YOUR OBJECTIVE
Scan the material for the word "green" and return every matching line.

-.-.-

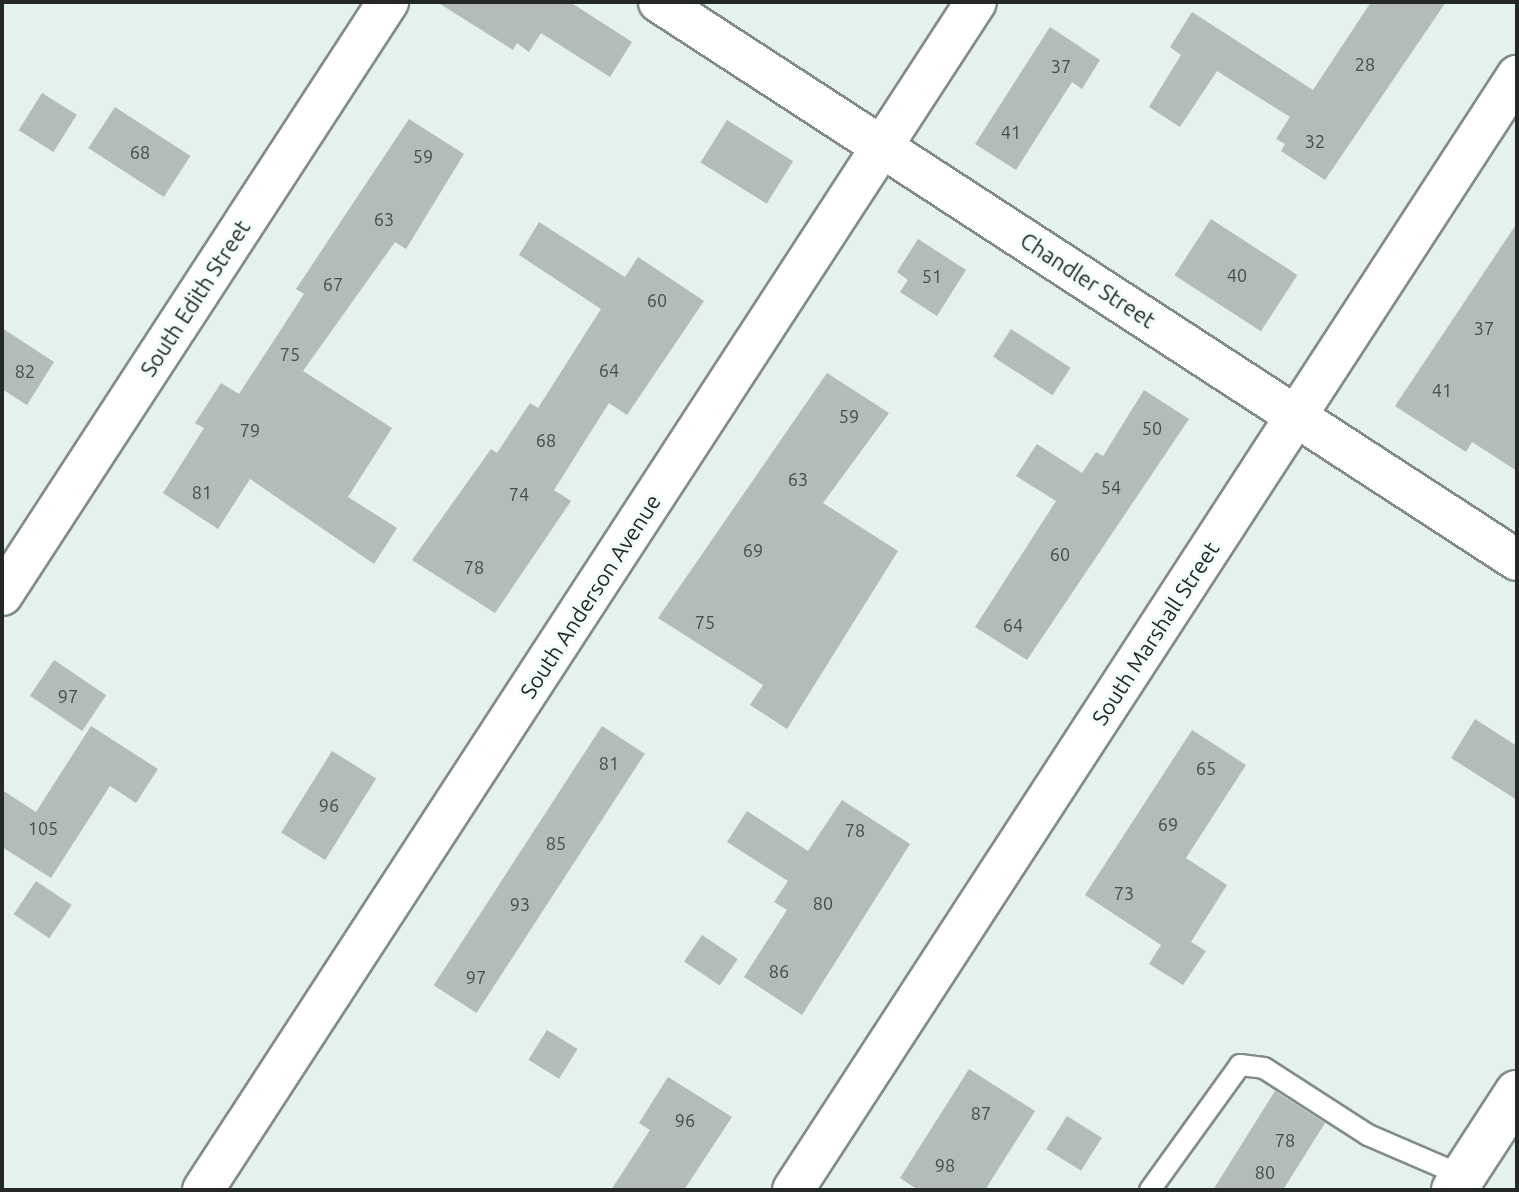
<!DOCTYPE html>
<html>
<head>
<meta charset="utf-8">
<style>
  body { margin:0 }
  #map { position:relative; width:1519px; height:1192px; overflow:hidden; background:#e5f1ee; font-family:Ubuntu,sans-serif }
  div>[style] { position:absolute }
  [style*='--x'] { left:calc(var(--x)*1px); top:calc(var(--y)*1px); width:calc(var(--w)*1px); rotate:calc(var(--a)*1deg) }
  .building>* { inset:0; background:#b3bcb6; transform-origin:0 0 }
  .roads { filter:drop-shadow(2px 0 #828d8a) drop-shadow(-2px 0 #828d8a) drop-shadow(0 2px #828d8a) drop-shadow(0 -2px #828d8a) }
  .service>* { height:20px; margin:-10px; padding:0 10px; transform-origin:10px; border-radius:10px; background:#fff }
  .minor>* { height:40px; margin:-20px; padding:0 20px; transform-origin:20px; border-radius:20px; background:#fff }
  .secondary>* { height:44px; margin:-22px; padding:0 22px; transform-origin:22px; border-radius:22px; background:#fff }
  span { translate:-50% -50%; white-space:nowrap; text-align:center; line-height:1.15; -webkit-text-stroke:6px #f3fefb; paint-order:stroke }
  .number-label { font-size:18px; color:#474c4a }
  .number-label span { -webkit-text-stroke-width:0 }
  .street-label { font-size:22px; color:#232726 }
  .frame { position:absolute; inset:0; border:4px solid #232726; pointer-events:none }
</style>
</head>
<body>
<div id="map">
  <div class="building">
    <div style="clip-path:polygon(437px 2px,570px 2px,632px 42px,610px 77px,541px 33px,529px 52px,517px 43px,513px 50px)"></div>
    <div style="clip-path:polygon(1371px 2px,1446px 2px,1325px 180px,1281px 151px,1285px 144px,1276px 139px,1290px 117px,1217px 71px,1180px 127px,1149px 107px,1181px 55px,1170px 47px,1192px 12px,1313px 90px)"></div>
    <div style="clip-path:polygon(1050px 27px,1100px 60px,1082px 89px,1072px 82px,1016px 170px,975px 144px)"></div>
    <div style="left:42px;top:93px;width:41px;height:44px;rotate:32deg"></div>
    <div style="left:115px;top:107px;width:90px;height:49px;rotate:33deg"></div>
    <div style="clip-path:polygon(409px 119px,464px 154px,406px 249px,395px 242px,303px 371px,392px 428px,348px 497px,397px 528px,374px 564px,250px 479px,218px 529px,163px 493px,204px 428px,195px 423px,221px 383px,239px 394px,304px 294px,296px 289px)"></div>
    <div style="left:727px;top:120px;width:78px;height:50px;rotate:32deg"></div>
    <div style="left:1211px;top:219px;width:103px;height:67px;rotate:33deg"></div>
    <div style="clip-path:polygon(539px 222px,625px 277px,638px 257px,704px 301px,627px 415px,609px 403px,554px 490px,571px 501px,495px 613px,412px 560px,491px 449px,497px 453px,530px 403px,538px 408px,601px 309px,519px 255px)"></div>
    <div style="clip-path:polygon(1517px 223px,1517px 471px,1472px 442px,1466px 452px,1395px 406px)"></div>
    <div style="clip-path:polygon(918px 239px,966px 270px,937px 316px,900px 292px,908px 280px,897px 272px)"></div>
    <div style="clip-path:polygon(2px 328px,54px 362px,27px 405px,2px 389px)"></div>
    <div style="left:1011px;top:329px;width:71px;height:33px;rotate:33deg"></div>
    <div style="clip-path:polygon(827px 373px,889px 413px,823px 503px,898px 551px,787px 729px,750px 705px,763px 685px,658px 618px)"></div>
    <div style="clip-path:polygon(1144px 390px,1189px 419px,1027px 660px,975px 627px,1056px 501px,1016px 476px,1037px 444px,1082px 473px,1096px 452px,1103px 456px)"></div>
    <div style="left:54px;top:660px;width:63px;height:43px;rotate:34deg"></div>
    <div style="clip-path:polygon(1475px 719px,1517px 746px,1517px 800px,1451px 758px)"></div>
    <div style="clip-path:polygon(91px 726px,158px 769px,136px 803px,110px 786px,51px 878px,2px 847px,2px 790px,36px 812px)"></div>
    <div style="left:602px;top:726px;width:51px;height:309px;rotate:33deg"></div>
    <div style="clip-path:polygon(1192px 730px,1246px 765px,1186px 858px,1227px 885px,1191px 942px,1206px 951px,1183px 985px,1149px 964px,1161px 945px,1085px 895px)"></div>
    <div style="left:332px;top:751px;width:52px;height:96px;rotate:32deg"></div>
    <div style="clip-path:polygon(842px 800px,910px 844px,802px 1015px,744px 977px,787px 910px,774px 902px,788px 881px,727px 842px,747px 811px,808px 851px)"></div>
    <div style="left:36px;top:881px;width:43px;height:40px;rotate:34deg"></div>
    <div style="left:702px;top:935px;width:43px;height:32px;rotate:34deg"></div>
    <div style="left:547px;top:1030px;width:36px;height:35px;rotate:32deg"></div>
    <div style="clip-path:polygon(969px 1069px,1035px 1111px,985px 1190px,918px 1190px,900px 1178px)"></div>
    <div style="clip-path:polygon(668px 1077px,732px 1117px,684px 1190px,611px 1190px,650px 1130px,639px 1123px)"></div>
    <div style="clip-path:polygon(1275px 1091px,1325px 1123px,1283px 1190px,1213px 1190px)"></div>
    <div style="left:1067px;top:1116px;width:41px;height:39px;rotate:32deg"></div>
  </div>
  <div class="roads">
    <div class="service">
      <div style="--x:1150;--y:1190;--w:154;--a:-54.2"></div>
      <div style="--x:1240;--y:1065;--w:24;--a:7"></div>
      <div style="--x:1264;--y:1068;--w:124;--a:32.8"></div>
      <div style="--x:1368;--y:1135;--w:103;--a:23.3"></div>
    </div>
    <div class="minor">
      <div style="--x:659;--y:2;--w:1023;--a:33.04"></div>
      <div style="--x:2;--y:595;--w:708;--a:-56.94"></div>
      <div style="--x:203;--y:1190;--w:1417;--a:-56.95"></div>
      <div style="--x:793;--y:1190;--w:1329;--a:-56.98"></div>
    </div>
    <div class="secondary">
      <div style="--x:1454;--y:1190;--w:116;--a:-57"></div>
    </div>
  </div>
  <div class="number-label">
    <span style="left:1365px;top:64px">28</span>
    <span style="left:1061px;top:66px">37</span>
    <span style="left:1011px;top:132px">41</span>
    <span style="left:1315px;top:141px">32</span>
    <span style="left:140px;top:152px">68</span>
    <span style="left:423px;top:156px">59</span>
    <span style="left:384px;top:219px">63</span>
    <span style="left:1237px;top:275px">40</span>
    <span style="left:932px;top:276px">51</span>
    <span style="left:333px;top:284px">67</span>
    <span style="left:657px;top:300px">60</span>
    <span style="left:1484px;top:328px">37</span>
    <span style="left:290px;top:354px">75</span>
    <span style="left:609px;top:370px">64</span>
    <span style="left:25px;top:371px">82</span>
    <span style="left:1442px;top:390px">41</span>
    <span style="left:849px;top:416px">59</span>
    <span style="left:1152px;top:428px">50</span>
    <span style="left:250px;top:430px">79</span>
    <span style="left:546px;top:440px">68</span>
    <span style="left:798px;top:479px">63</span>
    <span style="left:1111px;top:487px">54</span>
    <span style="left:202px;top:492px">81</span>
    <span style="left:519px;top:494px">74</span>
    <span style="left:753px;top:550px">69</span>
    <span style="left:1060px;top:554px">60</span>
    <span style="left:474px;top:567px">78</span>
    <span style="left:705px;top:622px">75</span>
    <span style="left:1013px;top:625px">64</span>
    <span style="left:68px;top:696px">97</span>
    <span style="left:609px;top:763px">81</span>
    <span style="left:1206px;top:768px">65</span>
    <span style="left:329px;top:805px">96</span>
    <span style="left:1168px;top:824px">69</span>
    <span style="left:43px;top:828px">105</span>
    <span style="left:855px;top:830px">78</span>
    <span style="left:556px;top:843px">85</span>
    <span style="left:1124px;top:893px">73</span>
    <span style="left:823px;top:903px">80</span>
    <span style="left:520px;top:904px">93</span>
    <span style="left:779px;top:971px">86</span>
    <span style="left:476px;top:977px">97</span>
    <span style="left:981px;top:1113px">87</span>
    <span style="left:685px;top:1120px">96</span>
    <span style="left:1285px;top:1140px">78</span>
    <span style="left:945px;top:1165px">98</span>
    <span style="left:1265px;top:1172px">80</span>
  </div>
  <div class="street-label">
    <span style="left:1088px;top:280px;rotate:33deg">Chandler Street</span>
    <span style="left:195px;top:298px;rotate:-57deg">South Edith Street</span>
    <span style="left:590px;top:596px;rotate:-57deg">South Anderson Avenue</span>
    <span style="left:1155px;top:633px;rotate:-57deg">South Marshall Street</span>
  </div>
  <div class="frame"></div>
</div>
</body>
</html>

-.-.-

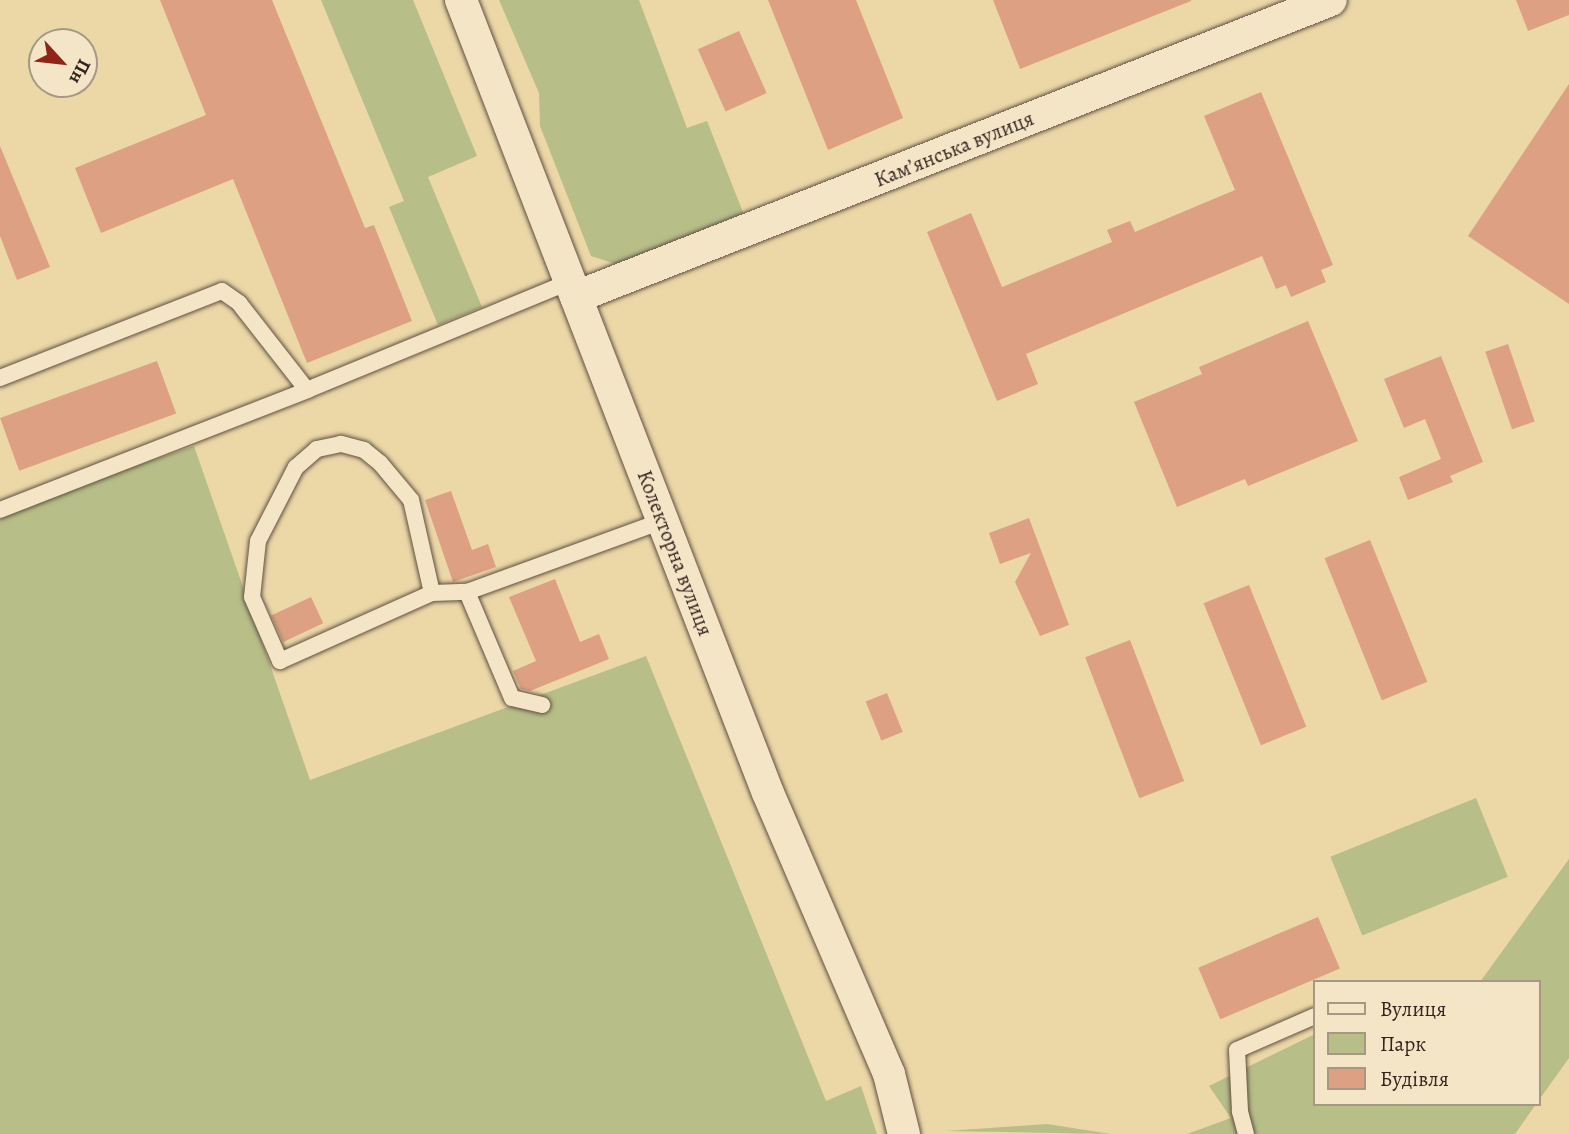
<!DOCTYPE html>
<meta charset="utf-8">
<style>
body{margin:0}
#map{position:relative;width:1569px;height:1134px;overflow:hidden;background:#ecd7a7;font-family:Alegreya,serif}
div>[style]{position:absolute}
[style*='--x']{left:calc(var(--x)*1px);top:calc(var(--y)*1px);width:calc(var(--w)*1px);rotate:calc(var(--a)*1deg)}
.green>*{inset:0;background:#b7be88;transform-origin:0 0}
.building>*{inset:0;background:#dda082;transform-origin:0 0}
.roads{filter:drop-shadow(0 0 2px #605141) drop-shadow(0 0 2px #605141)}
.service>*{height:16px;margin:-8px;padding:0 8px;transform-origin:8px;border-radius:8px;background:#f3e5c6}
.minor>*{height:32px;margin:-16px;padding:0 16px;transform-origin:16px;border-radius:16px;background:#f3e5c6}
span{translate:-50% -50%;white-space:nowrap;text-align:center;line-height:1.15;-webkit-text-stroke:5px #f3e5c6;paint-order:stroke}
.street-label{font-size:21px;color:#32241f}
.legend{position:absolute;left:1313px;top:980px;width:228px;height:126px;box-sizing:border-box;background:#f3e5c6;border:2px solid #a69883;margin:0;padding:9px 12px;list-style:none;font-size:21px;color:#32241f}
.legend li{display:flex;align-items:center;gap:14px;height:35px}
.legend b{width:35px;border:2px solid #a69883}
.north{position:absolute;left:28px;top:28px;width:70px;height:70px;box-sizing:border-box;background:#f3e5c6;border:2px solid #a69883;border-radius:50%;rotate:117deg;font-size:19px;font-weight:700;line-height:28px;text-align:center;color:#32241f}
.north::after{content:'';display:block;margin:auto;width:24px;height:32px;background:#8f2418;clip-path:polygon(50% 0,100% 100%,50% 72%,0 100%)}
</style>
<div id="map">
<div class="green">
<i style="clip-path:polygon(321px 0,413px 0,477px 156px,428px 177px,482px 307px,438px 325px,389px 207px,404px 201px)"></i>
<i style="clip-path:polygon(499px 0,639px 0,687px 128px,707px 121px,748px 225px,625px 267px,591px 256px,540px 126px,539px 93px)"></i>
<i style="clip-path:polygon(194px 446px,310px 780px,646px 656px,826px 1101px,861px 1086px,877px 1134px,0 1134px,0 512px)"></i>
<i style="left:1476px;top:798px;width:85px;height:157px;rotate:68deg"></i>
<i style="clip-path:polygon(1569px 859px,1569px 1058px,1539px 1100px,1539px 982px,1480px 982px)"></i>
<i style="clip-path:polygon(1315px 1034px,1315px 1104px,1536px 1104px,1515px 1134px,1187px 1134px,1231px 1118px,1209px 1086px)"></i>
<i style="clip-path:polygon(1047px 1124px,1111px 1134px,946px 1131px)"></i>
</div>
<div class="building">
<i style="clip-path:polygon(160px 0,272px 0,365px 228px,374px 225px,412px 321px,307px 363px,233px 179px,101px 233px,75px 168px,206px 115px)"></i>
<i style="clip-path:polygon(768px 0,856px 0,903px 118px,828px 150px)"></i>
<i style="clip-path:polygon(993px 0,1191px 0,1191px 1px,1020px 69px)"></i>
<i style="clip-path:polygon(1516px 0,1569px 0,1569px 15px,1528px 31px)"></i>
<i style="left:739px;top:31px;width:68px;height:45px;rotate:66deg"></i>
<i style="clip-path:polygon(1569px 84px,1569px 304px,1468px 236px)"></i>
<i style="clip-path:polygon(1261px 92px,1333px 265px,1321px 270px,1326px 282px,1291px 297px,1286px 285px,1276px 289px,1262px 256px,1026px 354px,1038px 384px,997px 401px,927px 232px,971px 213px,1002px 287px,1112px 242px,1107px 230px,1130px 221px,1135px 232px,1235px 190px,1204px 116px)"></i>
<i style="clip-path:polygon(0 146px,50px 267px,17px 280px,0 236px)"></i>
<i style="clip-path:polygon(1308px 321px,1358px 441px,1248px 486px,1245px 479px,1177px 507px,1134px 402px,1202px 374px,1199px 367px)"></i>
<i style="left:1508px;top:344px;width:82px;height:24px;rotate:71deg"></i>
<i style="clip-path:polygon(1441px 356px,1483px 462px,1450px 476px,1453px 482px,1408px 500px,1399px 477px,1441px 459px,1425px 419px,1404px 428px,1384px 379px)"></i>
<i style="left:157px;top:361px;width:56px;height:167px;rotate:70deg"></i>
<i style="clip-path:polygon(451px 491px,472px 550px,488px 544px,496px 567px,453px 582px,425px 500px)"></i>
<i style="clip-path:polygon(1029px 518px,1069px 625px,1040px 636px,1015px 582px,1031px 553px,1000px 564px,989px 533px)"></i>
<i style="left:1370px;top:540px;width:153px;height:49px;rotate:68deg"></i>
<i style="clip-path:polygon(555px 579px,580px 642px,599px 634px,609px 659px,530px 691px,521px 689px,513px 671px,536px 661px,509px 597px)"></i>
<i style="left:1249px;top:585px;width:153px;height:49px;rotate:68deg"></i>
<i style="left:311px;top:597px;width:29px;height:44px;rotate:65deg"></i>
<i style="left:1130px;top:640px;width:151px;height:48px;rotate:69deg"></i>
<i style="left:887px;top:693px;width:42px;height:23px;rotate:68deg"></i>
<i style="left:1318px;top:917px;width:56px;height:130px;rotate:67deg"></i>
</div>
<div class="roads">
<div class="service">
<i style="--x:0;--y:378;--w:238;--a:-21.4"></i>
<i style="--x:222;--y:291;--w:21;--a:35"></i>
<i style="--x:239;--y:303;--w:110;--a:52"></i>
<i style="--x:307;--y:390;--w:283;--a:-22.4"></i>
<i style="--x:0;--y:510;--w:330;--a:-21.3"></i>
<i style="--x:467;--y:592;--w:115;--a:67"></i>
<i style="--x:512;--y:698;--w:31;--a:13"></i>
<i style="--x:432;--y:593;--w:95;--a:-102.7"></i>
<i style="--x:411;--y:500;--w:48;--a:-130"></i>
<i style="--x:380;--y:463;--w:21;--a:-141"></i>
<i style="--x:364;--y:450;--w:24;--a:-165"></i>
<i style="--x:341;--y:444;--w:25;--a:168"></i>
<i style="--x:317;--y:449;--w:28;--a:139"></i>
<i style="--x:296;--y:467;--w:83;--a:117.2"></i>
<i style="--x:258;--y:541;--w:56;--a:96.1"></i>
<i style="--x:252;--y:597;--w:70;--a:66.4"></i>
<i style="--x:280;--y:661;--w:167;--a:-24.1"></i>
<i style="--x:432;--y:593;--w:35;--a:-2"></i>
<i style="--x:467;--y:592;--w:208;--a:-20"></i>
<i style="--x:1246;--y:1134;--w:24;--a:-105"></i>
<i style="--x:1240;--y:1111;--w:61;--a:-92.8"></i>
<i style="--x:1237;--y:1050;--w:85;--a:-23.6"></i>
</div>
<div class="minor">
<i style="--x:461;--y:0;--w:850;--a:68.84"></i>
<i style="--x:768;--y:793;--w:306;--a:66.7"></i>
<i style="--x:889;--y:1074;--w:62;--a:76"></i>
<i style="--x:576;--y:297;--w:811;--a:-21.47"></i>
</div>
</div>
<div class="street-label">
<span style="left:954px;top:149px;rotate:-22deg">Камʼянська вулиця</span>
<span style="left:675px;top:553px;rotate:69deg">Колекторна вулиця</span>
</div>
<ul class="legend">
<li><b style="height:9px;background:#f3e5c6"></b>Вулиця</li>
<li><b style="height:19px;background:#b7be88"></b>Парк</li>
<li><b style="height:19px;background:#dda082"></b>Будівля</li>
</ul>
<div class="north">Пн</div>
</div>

-.-.-

WRITTEN REPLY
.green>*{inset:0;background:#b7be88;transform-origin:0 0}
<div class="green">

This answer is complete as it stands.